2015-07-31 Thread Richard Hipp
On 7/31/15, jungle Boogie  wrote:
>
> Related to testing, have you or anyone used AFL[0] on Fossil? I know
> Michael (its creator) ran it against sqlite and reported dozens of
> findings to drh and as of 3.8.10[1], AFL is apart of the tests for
> sqlite.
>
> I'd run AFL against fossil if I knew how but when looking at it, I'm
> not sure where to being.
>
> [0] http://lcamtuf.coredump.cx/afl/
> [1] https://www.sqlite.org/testing.html#aflfuzz
>

It would be good to run AFL against the "fossil http" command, I think.

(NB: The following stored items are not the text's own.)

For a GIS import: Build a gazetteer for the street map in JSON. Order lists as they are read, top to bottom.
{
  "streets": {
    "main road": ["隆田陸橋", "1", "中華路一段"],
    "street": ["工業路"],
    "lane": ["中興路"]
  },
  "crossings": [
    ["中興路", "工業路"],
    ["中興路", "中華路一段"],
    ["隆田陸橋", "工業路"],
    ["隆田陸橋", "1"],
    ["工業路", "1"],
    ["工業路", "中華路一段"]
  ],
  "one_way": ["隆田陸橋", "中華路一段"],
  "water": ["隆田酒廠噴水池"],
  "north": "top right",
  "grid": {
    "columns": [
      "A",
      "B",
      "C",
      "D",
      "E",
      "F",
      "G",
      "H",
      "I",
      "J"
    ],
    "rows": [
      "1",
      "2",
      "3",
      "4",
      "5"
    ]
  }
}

The way this would work is that you first develop a library of valid
HTTP requests.  Put each request in a separate file and put them all
in a single directory, say "in".  You what to have a few dozen
distinct requests that invoke different web pages:  /timeline, /doc,
/brlist, /tree, etc. with various query parameters. You will also need
a test repository which should probably be made read-only (so that
none of the AFL test commands actually change the repository).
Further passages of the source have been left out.